──────── Material shown ────────

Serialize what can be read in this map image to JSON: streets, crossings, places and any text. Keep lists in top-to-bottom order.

────────
──────── Material shown ────────

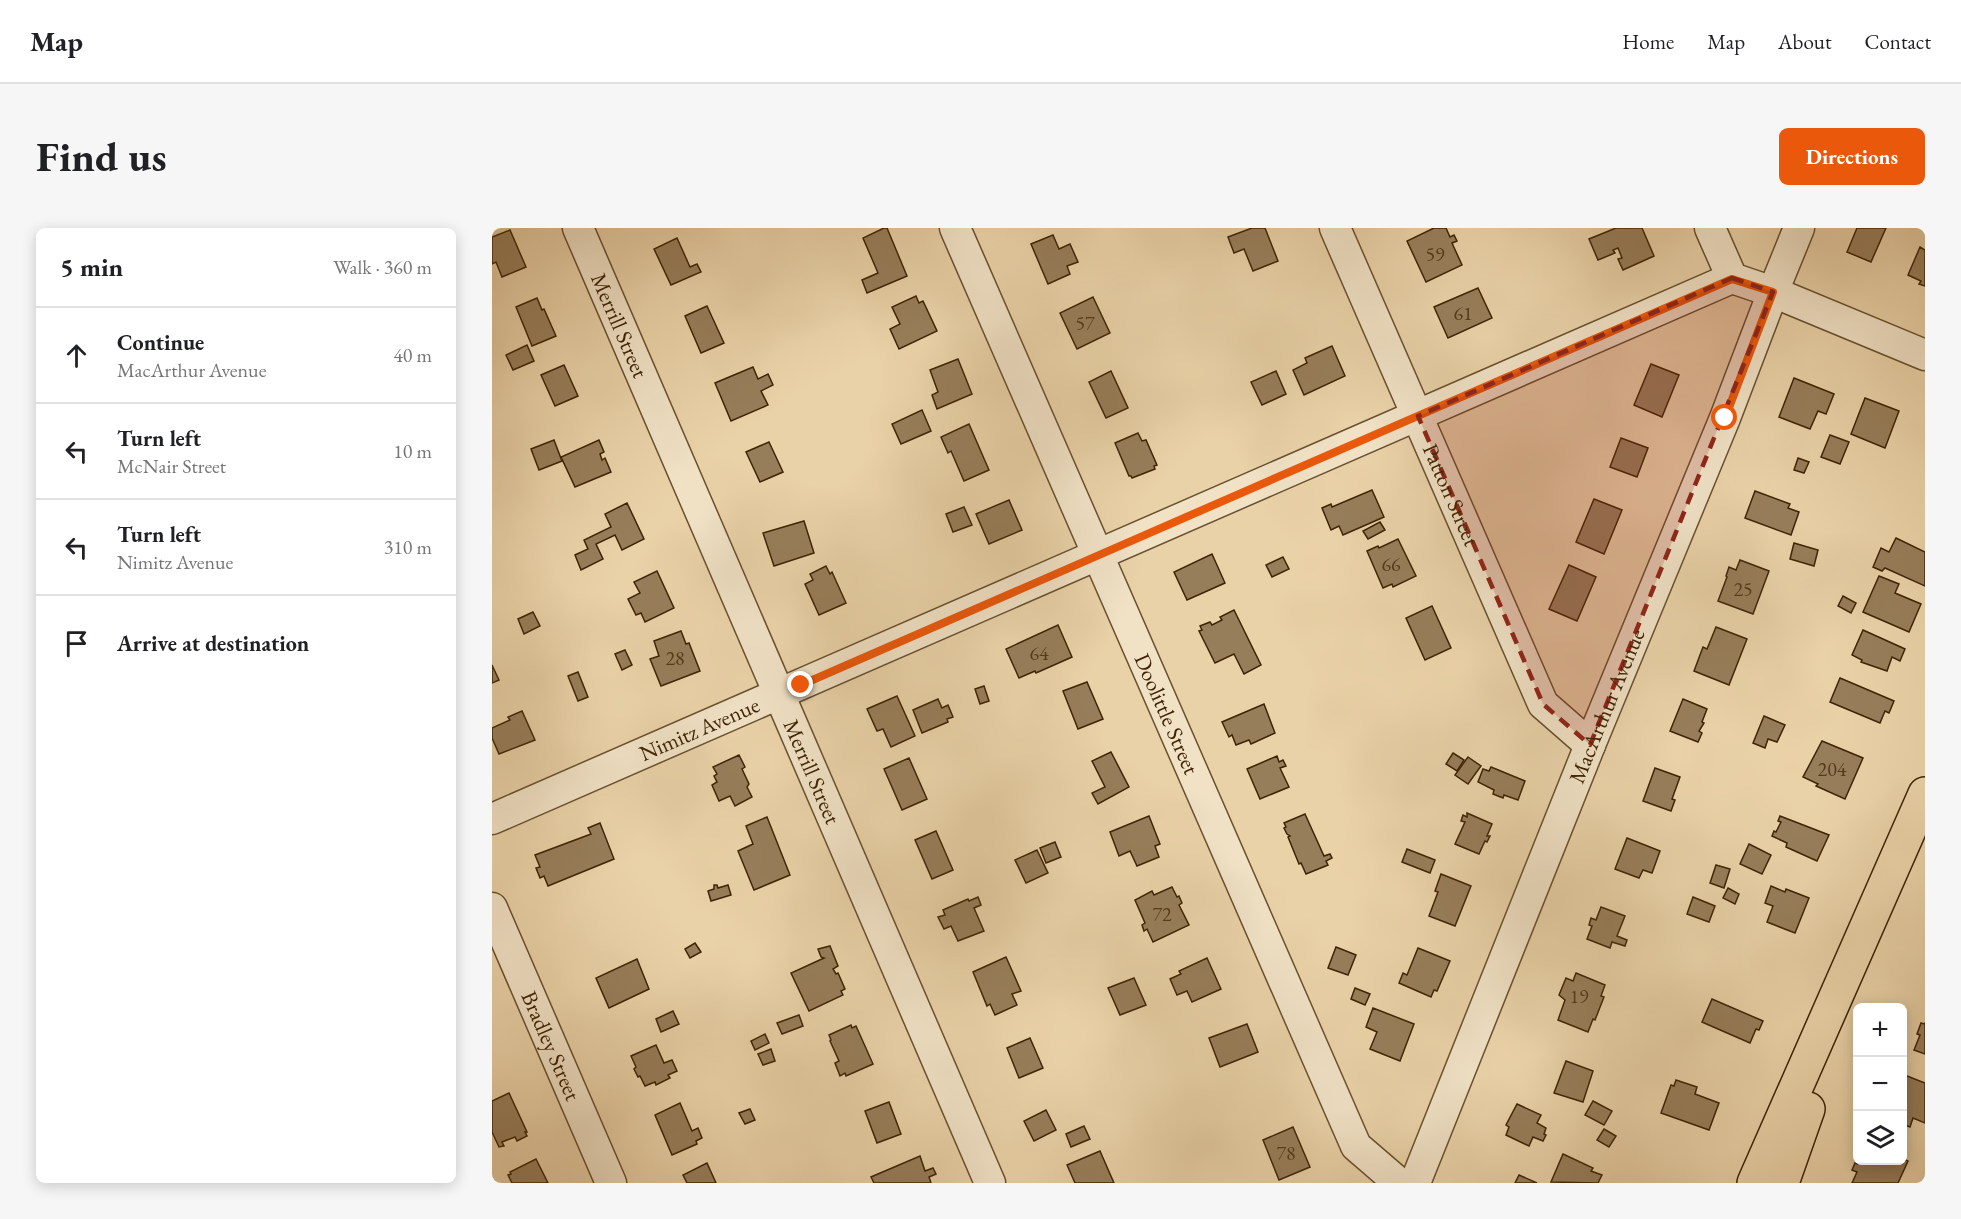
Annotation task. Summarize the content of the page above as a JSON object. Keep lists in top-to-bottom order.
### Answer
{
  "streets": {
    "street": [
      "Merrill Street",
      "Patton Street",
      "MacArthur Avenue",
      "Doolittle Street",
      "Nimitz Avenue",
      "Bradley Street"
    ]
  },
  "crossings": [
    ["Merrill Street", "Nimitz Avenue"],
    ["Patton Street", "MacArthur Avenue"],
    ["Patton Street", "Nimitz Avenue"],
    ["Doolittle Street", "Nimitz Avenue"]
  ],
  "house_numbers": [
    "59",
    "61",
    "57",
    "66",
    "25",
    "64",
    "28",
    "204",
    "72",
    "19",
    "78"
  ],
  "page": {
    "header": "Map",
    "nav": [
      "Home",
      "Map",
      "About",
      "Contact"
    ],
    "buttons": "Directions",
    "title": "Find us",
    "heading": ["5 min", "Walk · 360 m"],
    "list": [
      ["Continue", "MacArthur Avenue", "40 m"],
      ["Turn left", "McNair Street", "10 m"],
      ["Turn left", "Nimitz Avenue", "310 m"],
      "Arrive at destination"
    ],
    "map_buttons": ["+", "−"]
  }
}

────────
──────── Material shown ────────

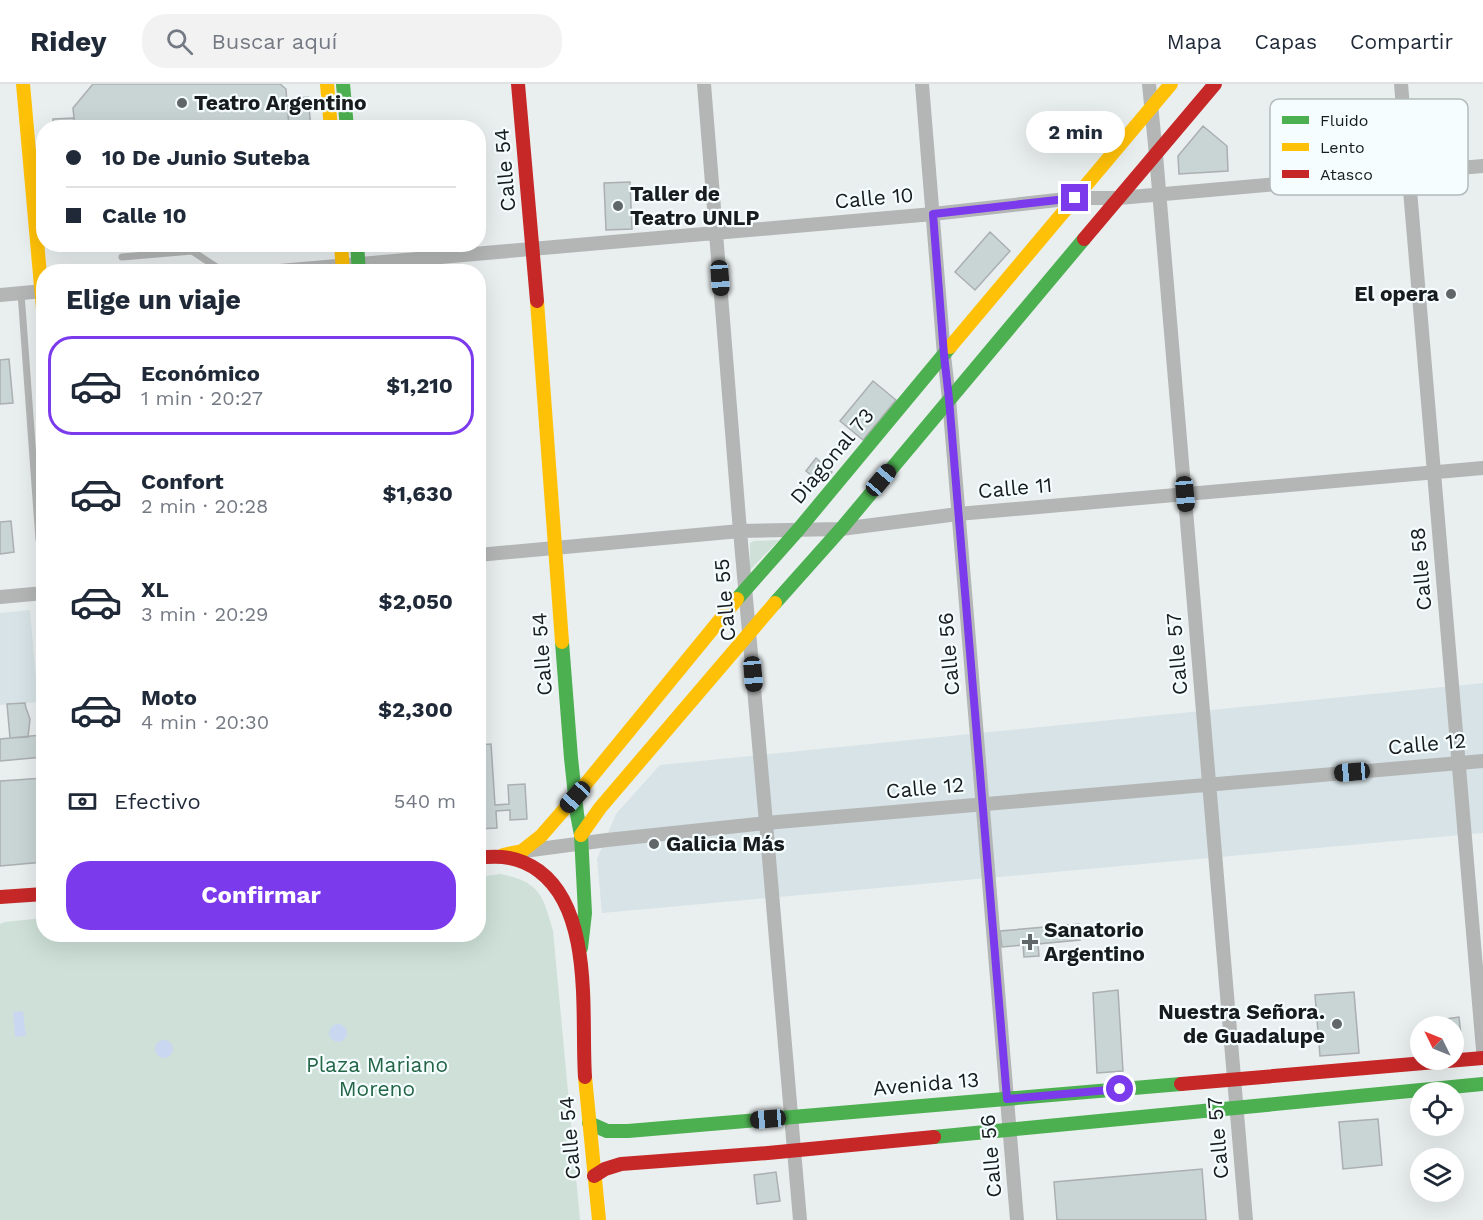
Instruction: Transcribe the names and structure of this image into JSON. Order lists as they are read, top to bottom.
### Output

────────

Task prompt:
Keep only the lines of the listing that contain the word "lists", and copy them.

Exercise result:
Serialize what can be read in this map image to JSON: streets, crossings, places and any text. Keep lists in top-to-bottom order.
Annotation task. Summarize the content of the page above as a JSON object. Keep lists in top-to-bottom order.
Instruction: Transcribe the names and structure of this image into JSON. Order lists as they are read, top to bottom.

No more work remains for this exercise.